▶ **Supplied information**:
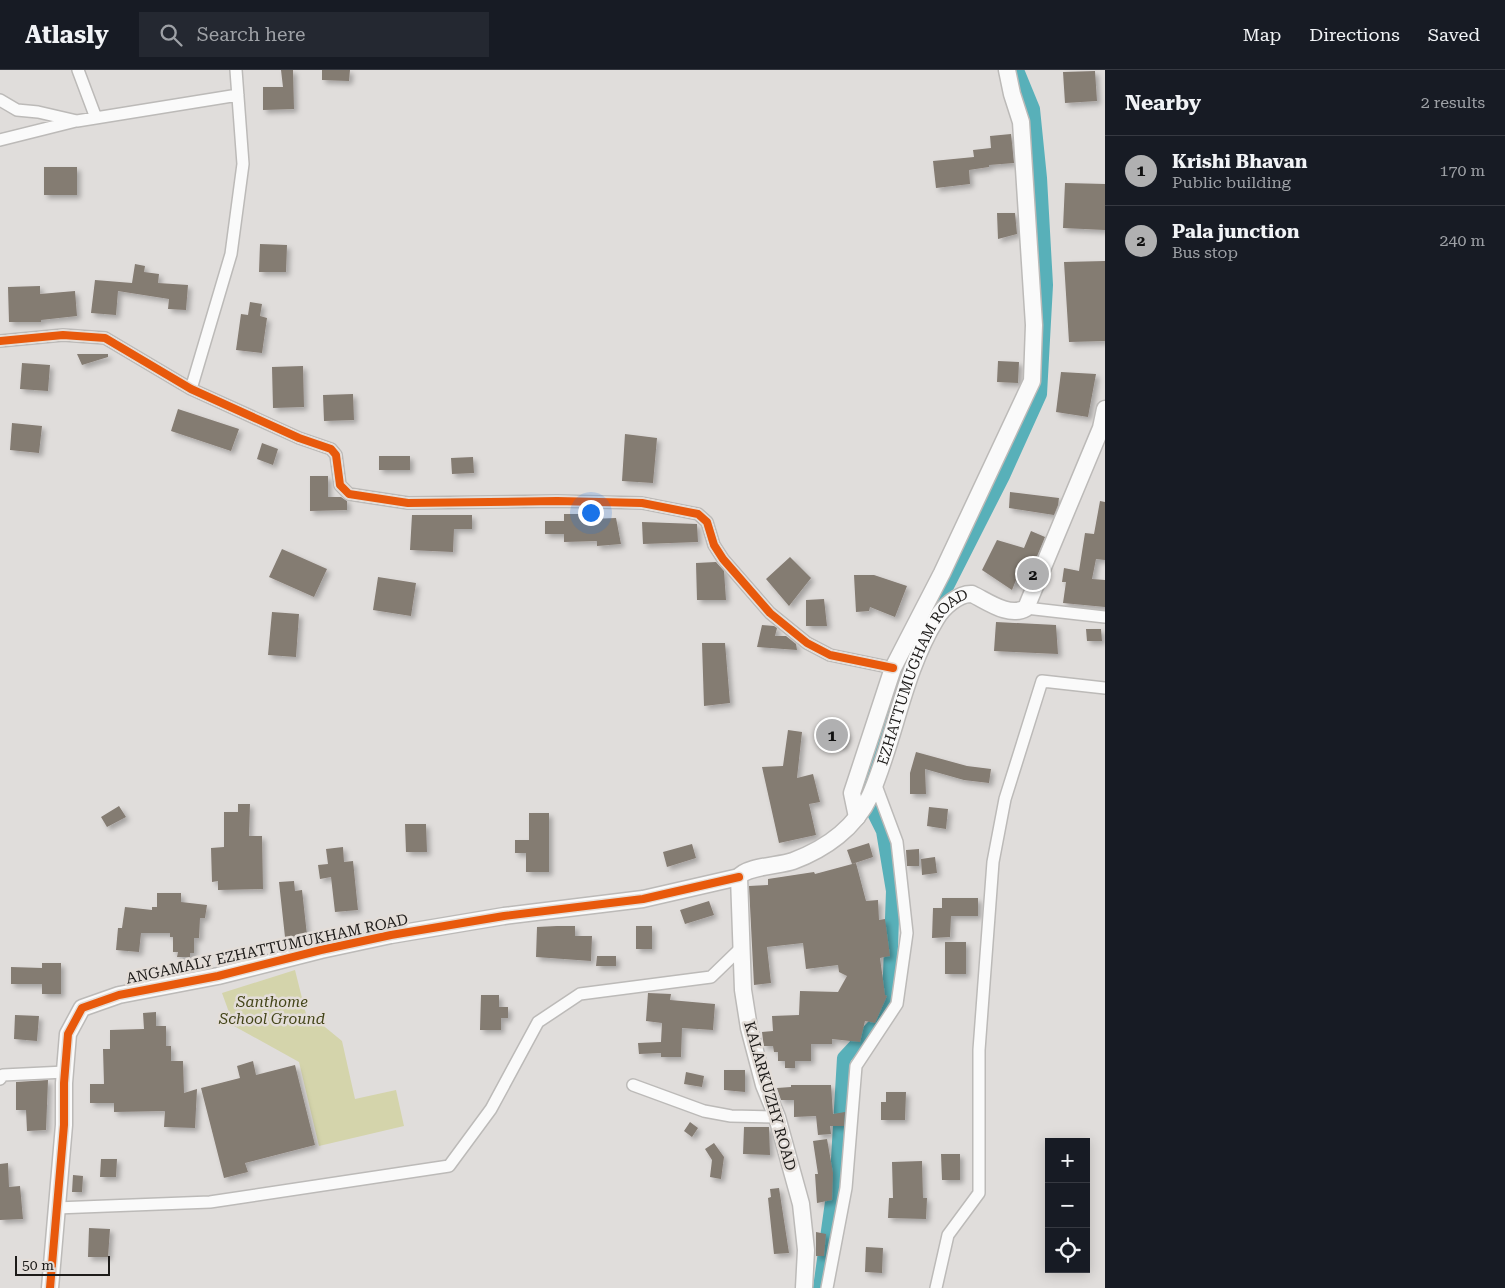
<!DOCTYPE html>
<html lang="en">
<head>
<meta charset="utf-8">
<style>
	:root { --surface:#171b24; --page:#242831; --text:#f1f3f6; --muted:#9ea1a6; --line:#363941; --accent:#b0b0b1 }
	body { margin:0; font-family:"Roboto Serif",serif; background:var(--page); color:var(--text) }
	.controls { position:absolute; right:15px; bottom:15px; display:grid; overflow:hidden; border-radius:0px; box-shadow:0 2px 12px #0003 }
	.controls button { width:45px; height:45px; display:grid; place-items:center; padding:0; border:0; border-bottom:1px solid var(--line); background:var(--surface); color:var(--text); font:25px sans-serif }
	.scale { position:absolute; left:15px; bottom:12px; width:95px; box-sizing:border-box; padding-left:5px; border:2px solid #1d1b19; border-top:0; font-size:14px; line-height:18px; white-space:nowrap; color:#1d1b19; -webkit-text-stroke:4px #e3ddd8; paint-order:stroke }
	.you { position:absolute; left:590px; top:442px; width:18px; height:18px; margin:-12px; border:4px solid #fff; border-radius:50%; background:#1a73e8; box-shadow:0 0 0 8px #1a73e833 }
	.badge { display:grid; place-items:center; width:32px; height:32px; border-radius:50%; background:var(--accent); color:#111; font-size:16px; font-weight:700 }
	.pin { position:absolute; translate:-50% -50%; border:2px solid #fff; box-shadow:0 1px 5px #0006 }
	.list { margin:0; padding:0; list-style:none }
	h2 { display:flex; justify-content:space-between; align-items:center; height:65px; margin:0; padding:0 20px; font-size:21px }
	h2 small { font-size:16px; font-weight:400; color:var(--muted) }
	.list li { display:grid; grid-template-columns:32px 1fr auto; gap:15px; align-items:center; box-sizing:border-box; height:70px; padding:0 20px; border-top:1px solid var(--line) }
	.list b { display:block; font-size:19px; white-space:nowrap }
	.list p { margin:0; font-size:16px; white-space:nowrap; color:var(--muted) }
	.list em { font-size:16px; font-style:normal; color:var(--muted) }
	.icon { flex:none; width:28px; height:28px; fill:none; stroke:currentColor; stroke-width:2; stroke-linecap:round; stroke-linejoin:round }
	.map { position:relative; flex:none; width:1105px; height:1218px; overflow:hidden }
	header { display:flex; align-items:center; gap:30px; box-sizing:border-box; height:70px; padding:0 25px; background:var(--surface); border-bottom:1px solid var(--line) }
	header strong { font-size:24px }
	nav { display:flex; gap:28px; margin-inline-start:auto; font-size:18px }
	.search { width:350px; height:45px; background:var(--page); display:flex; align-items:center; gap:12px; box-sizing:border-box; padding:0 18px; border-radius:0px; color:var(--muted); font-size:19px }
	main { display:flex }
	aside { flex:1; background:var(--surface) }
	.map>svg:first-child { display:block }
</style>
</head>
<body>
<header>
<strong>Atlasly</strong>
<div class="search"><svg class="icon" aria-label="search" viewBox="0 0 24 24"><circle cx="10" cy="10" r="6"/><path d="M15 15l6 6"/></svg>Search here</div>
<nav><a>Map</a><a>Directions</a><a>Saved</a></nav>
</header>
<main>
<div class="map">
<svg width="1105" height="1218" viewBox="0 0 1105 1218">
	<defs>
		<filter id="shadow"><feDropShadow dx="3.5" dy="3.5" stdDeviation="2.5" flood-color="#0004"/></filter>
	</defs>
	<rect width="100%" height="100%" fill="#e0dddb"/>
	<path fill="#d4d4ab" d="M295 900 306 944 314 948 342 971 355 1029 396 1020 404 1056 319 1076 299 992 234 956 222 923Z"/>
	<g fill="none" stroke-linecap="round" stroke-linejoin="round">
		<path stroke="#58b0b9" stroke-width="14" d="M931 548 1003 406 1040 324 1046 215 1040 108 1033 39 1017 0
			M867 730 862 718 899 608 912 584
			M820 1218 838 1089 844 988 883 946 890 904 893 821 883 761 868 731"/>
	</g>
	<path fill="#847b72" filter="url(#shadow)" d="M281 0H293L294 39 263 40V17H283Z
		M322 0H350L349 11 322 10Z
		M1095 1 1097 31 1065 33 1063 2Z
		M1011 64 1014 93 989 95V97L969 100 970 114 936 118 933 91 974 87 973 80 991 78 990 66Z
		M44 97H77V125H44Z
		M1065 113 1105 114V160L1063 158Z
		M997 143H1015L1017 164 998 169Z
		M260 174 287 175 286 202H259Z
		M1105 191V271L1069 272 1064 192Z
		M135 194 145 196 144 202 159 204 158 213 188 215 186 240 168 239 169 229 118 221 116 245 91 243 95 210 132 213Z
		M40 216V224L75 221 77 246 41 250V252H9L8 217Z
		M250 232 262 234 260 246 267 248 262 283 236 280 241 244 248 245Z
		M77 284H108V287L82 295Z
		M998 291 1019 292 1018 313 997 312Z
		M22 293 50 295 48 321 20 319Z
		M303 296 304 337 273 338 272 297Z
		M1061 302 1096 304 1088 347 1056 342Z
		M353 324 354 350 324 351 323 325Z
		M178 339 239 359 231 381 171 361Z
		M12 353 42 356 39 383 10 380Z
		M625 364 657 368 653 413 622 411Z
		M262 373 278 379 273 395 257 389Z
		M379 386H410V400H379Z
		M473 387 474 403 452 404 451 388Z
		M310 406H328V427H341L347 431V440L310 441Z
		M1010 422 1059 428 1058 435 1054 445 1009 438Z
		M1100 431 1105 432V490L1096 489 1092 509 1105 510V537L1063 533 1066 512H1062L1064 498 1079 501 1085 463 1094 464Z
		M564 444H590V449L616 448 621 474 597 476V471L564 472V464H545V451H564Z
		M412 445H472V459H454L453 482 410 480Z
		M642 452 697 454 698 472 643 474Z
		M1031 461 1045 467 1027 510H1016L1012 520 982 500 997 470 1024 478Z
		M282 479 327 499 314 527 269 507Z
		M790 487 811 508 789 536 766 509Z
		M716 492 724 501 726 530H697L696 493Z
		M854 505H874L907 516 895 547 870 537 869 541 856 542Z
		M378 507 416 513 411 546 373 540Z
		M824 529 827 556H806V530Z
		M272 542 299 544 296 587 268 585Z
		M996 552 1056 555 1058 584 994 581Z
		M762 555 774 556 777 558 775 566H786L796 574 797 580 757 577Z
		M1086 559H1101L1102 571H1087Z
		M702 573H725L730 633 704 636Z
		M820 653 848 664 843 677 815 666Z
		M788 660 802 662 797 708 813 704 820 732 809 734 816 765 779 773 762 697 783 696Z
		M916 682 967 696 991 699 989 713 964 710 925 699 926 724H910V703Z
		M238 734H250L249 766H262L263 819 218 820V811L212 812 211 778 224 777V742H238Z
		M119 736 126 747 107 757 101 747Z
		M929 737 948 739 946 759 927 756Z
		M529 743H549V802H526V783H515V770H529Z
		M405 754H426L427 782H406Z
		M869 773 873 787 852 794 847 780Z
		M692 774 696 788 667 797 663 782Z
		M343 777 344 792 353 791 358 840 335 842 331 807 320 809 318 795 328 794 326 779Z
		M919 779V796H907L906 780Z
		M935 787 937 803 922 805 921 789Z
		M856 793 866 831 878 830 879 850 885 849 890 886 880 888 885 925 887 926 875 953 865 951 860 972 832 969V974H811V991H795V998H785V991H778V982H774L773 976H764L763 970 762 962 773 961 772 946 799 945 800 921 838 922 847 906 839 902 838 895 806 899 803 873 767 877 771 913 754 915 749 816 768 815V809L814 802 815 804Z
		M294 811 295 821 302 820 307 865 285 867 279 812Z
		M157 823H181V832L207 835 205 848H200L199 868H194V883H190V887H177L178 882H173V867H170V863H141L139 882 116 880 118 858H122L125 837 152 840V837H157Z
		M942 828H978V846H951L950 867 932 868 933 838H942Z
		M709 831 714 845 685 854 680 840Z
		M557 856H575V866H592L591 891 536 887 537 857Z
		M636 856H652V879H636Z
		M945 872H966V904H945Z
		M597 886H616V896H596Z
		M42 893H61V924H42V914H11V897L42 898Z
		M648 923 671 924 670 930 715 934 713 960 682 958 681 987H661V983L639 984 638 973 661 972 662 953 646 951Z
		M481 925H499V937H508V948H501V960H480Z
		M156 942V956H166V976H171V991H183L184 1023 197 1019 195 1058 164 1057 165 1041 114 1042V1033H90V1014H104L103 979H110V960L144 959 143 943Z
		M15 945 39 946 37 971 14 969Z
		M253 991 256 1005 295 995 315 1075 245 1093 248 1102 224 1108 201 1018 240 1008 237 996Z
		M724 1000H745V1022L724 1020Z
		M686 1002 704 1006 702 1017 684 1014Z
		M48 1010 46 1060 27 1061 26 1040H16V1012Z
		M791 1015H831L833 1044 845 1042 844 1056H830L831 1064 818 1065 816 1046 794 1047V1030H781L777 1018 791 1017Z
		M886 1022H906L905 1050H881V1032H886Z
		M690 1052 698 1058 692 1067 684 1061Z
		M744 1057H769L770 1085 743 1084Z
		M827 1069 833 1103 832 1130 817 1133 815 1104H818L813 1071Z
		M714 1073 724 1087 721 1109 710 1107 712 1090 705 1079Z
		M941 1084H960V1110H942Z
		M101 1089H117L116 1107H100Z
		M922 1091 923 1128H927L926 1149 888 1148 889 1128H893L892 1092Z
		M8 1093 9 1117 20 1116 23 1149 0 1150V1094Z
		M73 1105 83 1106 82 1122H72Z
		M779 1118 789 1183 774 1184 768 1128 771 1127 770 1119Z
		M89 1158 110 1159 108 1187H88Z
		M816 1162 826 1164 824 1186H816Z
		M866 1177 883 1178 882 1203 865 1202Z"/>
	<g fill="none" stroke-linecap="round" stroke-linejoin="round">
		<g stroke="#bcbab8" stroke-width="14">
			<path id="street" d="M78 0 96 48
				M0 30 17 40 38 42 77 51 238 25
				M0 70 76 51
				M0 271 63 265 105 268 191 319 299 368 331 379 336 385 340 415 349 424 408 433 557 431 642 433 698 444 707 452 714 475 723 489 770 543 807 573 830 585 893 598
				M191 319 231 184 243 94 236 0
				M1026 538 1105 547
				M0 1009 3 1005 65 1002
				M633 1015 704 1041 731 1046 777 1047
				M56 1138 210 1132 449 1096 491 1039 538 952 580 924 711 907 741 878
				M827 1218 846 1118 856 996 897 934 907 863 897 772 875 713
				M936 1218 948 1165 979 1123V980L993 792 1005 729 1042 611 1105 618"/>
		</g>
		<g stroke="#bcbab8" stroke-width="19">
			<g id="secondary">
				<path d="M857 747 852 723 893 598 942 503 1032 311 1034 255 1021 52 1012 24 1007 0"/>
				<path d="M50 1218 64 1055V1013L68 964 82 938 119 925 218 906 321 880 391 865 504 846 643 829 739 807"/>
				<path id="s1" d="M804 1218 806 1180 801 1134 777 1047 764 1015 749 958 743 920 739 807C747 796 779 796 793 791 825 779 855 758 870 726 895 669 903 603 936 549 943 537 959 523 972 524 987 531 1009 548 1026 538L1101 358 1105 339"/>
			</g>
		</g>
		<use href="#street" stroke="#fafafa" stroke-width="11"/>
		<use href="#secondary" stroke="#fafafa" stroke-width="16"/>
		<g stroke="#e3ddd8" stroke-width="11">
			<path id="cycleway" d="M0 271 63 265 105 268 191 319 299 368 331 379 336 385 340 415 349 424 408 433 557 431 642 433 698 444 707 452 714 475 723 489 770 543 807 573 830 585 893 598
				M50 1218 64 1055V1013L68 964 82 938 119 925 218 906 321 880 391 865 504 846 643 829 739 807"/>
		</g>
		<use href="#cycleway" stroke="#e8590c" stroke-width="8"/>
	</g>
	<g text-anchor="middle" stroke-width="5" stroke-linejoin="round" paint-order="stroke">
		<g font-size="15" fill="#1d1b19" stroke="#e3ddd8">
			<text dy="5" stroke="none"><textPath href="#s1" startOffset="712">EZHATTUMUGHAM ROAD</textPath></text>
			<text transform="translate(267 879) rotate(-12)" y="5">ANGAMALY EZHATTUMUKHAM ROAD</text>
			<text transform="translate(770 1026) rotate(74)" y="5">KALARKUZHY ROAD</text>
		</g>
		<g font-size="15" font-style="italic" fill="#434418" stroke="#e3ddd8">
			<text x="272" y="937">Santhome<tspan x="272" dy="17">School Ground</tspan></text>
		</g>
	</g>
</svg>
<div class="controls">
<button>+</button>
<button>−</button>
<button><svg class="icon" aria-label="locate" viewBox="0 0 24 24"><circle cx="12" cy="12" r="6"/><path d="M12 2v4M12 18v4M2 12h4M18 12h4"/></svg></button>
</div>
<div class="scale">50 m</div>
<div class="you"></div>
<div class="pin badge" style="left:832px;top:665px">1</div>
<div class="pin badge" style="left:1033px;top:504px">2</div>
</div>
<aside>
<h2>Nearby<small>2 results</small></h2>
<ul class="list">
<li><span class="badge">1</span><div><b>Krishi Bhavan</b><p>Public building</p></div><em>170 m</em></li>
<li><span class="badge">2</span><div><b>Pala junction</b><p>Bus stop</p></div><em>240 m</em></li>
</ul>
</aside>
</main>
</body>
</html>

---

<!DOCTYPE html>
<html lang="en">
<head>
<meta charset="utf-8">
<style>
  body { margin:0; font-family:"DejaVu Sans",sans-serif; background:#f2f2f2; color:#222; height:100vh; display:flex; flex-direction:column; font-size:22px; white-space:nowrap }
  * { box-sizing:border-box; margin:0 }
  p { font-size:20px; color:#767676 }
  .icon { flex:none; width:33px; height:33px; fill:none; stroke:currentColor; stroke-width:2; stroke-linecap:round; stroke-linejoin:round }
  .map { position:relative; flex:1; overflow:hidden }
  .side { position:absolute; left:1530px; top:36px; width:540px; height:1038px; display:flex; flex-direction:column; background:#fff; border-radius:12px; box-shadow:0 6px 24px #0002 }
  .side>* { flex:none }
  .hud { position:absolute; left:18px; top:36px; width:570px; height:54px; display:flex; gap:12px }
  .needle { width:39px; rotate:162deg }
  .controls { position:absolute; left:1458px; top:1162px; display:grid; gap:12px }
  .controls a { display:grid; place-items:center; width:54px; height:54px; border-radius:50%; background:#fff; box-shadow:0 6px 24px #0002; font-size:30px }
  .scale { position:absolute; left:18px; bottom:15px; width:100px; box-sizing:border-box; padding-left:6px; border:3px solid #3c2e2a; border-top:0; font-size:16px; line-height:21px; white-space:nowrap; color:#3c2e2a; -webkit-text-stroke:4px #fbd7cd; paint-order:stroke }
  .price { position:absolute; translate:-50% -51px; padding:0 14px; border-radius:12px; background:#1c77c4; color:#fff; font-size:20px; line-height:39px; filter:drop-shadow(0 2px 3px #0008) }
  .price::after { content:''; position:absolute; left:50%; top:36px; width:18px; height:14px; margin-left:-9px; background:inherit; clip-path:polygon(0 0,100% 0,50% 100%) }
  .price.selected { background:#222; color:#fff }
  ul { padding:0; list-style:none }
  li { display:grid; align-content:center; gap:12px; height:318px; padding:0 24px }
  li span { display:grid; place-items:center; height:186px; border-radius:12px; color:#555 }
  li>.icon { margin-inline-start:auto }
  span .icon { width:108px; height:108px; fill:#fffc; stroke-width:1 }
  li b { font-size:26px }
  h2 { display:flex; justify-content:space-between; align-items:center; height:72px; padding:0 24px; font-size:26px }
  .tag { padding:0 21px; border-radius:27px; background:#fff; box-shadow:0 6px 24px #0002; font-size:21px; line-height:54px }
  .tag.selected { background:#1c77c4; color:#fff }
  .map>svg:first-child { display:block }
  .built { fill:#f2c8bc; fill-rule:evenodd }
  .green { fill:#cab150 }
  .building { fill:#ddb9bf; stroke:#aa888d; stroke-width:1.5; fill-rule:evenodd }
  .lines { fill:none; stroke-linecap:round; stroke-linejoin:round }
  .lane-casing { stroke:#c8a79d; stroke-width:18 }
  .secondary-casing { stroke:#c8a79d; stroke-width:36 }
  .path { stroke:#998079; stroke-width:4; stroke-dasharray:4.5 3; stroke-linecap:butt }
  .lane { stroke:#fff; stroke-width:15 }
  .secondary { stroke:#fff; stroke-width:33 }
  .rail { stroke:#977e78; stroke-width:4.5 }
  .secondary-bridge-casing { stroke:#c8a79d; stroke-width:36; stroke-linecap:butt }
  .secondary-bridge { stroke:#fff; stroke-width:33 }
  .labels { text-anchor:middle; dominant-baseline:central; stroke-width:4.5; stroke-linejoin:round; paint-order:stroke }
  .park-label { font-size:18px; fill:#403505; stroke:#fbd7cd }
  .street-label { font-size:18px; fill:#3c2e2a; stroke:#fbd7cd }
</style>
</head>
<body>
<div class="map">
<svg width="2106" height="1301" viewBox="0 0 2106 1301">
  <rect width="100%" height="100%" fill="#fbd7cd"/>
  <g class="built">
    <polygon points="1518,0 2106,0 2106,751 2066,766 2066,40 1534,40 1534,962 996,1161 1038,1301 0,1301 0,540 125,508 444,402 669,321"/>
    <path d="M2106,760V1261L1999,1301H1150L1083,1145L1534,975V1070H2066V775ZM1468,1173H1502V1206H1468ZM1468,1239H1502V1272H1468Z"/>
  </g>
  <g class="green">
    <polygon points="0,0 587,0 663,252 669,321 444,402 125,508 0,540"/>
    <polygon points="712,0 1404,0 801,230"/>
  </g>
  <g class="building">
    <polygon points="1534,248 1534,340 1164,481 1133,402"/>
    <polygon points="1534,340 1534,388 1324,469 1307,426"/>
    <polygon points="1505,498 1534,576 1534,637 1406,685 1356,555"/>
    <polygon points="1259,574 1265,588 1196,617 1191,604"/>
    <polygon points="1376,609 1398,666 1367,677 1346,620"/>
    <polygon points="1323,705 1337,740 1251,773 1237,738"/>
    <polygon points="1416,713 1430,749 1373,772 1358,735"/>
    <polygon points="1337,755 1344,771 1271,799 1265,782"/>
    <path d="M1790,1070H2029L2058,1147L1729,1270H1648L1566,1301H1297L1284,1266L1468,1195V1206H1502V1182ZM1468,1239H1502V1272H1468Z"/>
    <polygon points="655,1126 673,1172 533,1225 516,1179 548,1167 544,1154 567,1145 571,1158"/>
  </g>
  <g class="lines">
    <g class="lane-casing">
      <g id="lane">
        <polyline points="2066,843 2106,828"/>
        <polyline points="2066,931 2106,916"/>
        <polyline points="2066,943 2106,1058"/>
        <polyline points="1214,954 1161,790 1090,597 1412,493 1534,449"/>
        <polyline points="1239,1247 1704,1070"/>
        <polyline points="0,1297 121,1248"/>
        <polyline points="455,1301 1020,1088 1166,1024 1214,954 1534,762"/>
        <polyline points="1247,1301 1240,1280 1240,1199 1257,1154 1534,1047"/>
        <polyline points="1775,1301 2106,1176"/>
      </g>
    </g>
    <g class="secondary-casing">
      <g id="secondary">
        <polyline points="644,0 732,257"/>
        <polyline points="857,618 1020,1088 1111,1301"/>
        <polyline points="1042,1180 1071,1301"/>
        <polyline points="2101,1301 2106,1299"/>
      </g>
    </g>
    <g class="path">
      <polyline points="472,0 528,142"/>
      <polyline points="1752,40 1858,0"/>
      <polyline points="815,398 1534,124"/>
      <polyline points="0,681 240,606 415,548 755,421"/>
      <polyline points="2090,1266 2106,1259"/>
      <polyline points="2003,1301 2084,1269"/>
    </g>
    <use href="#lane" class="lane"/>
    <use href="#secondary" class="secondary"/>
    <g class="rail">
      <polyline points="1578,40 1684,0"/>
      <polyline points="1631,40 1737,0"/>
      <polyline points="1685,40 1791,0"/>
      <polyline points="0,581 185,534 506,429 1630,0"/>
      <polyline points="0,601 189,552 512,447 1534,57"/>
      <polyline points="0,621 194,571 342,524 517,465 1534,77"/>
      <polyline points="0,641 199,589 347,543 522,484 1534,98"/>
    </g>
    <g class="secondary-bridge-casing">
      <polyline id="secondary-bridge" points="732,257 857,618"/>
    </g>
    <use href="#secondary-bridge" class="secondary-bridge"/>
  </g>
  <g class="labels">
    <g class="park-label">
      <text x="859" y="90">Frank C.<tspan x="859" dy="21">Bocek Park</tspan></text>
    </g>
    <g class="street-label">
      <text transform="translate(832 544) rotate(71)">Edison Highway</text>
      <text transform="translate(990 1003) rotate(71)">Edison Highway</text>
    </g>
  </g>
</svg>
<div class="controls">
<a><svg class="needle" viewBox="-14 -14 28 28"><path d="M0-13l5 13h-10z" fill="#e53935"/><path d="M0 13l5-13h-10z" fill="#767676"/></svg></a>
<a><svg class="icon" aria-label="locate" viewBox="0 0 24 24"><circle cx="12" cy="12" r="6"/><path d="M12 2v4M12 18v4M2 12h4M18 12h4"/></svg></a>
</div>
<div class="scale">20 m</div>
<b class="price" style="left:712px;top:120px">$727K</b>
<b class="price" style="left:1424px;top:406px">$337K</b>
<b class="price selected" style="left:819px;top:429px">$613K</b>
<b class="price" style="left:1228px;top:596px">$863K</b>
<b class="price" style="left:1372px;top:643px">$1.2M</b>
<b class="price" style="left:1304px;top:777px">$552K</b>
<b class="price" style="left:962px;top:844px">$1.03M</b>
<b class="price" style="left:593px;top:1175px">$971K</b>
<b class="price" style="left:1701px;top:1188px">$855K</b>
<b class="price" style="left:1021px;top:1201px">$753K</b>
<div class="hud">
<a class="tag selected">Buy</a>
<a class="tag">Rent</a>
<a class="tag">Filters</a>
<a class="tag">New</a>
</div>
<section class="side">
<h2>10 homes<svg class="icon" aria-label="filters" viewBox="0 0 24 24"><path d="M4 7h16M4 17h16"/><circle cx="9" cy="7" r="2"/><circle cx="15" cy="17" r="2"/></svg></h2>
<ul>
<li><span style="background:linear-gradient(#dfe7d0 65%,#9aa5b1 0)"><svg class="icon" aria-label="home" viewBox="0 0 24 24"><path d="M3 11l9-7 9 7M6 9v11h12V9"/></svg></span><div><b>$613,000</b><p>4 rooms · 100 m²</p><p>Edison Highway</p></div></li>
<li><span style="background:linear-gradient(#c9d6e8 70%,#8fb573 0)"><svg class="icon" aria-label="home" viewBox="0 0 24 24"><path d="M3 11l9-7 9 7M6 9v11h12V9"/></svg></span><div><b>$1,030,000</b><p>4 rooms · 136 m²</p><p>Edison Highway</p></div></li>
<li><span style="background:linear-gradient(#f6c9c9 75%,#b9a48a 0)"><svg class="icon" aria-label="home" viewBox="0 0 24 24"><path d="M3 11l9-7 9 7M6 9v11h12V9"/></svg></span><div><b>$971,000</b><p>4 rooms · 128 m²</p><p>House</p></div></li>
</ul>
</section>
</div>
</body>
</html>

▶ **Activity**: In the entries above, find every line holding the word "currentColor" and copy it out.

▶ **Your solution**:
	.icon { flex:none; width:28px; height:28px; fill:none; stroke:currentColor; stroke-width:2; stroke-linecap:round; stroke-linejoin:round }
  .icon { flex:none; width:33px; height:33px; fill:none; stroke:currentColor; stroke-width:2; stroke-linecap:round; stroke-linejoin:round }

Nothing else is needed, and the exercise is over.